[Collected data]
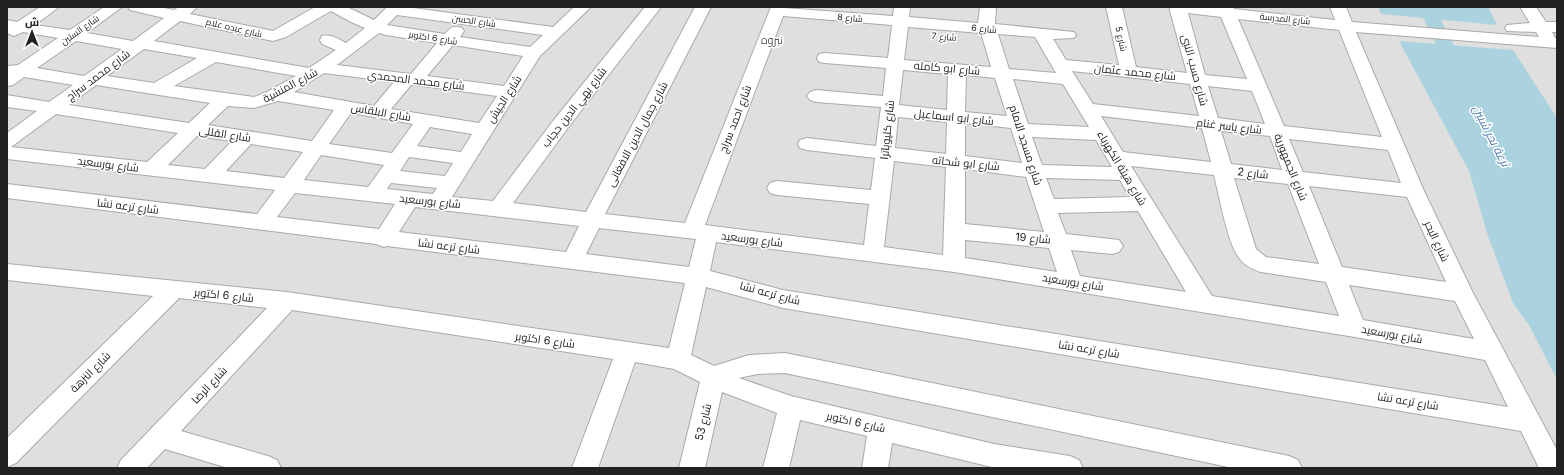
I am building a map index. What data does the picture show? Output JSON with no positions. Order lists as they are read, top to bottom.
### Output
{
  "streets": {
    "street": [
      "شارع 8",
      "شارع المدرسة",
      "شارع الحسن",
      "شارع عبده علام",
      "شارع 6",
      "شارع الستين",
      "شارع 7",
      "شارع 6 اكتوبر",
      "شارع 5",
      "شارع ابو كامله",
      "شارع حسب النبى",
      "شارع محمد عثمان",
      "شارع محمد سراج",
      "شارع محمد المحمدي",
      "شارع المنشية",
      "شارع الجيش",
      "شارع بهي الدين حجاب",
      "شارع البلقاس",
      "شارع ابو اسماعيل",
      "شارع احمد سراج",
      "شارع ياسر غنام",
      "شارع كليوباترا",
      "شارع القللى",
      "شارع جمال الدين الافغانى",
      "شارع مسجد الامام",
      "شارع ابو شحاته",
      "شارع بورسعيد",
      "شارع الجمهورية",
      "شارع هيئة الكهرباء",
      "شارع 2",
      "شارع ترعه نشا",
      "شارع 19",
      "شارع البحر",
      "شارع النزهة",
      "شارع الرضا",
      "شارع 53"
    ]
  },
  "crossings": [
    ["شارع 8", "شارع 7"],
    ["شارع 8", "شارع احمد سراج"],
    ["شارع 8", "شارع كليوباترا"],
    ["شارع المدرسة", "شارع حسب النبى"],
    ["شارع المدرسة", "شارع الجمهورية"],
    ["شارع المدرسة", "شارع البحر"],
    ["شارع الحسن", "شارع المنشية"],
    ["شارع الحسن", "شارع الجيش"],
    ["شارع عبده علام", "شارع 6 اكتوبر"],
    ["شارع عبده علام", "شارع محمد سراج"],
    ["شارع 6", "شارع 7"],
    ["شارع 6", "شارع مسجد الامام"],
    ["شارع 6", "شارع هيئة الكهرباء"],
    ["شارع الستين", "شارع محمد المحمدي"],
    ["شارع الستين", "شارع المنشية"],
    ["شارع 7", "شارع كليوباترا"],
    ["شارع 7", "شارع مسجد الامام"],
    ["شارع 6 اكتوبر", "شارع المنشية"],
    ["شارع 6 اكتوبر", "شارع الجيش"],
    ["شارع 6 اكتوبر", "شارع احمد سراج"],
    ["شارع 6 اكتوبر", "شارع النزهة"],
    ["شارع 6 اكتوبر", "شارع الرضا"],
    ["شارع 6 اكتوبر", "شارع 53"],
    ["شارع 5", "شارع محمد عثمان"],
    ["شارع ابو كامله", "شارع محمد عثمان"],
    ["شارع ابو كامله", "شارع كليوباترا"],
    ["شارع ابو كامله", "شارع مسجد الامام"],
    ["شارع ابو كامله", "شارع هيئة الكهرباء"],
    ["شارع حسب النبى", "شارع محمد عثمان"],
    ["شارع حسب النبى", "شارع ياسر غنام"],
    ["شارع حسب النبى", "شارع الجمهورية"],
    ["شارع حسب النبى", "شارع 2"],
    ["شارع محمد عثمان", "شارع الجمهورية"],
    ["شارع محمد عثمان", "شارع هيئة الكهرباء"],
    ["شارع محمد سراج", "شارع محمد المحمدي"],
    ["شارع محمد سراج", "شارع المنشية"],
    ["شارع محمد سراج", "شارع القللى"],
    ["شارع محمد المحمدي", "شارع المنشية"],
    ["شارع محمد المحمدي", "شارع الجيش"],
    ["شارع المنشية", "شارع البلقاس"],
    ["شارع الجيش", "شارع البلقاس"],
    ["شارع الجيش", "شارع بورسعيد"],
    ["شارع بهي الدين حجاب", "شارع بورسعيد"],
    ["شارع ابو اسماعيل", "شارع كليوباترا"],
    ["شارع ابو اسماعيل", "شارع مسجد الامام"],
    ["شارع ابو اسماعيل", "شارع هيئة الكهرباء"],
    ["شارع احمد سراج", "شارع بورسعيد"],
    ["شارع احمد سراج", "شارع ترعه نشا"],
    ["شارع ياسر غنام", "شارع الجمهورية"],
    ["شارع ياسر غنام", "شارع هيئة الكهرباء"],
    ["شارع ياسر غنام", "شارع البحر"],
    ["شارع كليوباترا", "شارع ابو شحاته"],
    ["شارع كليوباترا", "شارع بورسعيد"],
    ["شارع جمال الدين الافغانى", "شارع بورسعيد"],
    ["شارع جمال الدين الافغانى", "شارع ترعه نشا"],
    ["شارع مسجد الامام", "شارع ابو شحاته"],
    ["شارع مسجد الامام", "شارع بورسعيد"],
    ["شارع مسجد الامام", "شارع 19"],
    ["شارع ابو شحاته", "شارع هيئة الكهرباء"],
    ["شارع بورسعيد", "شارع الجمهورية"],
    ["شارع بورسعيد", "شارع هيئة الكهرباء"],
    ["شارع بورسعيد", "شارع البحر"],
    ["شارع الجمهورية", "شارع 2"],
    ["شارع هيئة الكهرباء", "شارع 2"],
    ["شارع 2", "شارع البحر"],
    ["شارع ترعه نشا", "شارع البحر"]
  ],
  "districts": ["نبروه"],
  "water": ["ترعة بحر شبين"],
  "north": "top"
}
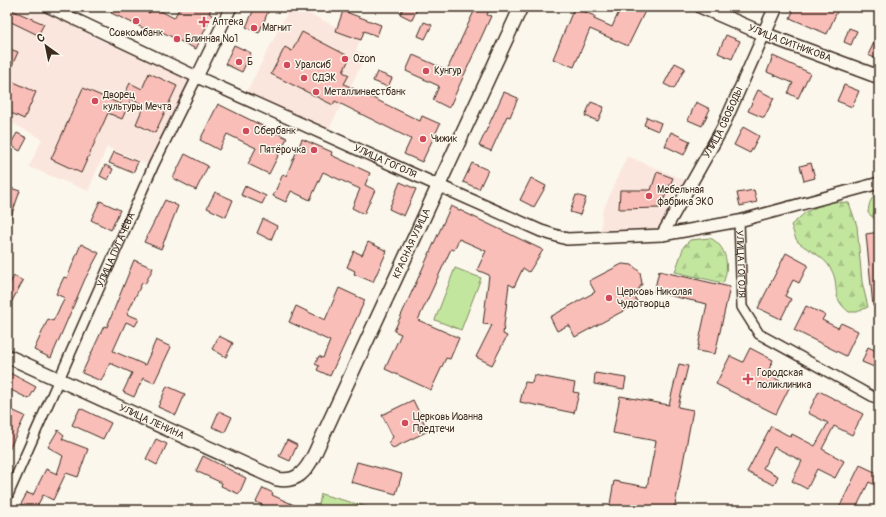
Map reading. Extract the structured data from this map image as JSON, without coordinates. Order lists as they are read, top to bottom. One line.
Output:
{"streets":{"main road":["УЛИЦА СИТНИКОВА","УЛИЦА СВОБОДЫ","КРАСНАЯ УЛИЦА","УЛИЦА ЛЕНИНА"],"street":["УЛИЦА ГОГОЛЯ","УЛИЦА ПУГАЧЁВА"]},"crossings":[["УЛИЦА СИТНИКОВА","УЛИЦА СВОБОДЫ"],["УЛИЦА СВОБОДЫ","УЛИЦА ГОГОЛЯ"],["УЛИЦА ГОГОЛЯ","КРАСНАЯ УЛИЦА"],["УЛИЦА ГОГОЛЯ","УЛИЦА ПУГАЧЁВА"],["КРАСНАЯ УЛИЦА","УЛИЦА ЛЕНИНА"],["УЛИЦА ПУГАЧЁВА","УЛИЦА ЛЕНИНА"]],"places":{"other":["Совкомбанк","Магнит","Блинная №1","Ozon","Б","Уралсиб","Кунгур","СДЭК","Металлинвестбанк","Дворец культуры Мечта","Сбербанк","Чижик","Пятёрочка","Мебельная фабрика ЭКО","Церковь Николая Чудотворца","Церковь Иоанна Предтечи"],"health":["Аптека","Городская поликлиника"]},"north":"top left"}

**To do:** Only lines with the word "جمال" are wanted; pull each of them from the records.

**Task answer:**
      "شارع جمال الدين الافغانى",
    ["شارع جمال الدين الافغانى", "شارع بورسعيد"],
    ["شارع جمال الدين الافغانى", "شارع ترعه نشا"],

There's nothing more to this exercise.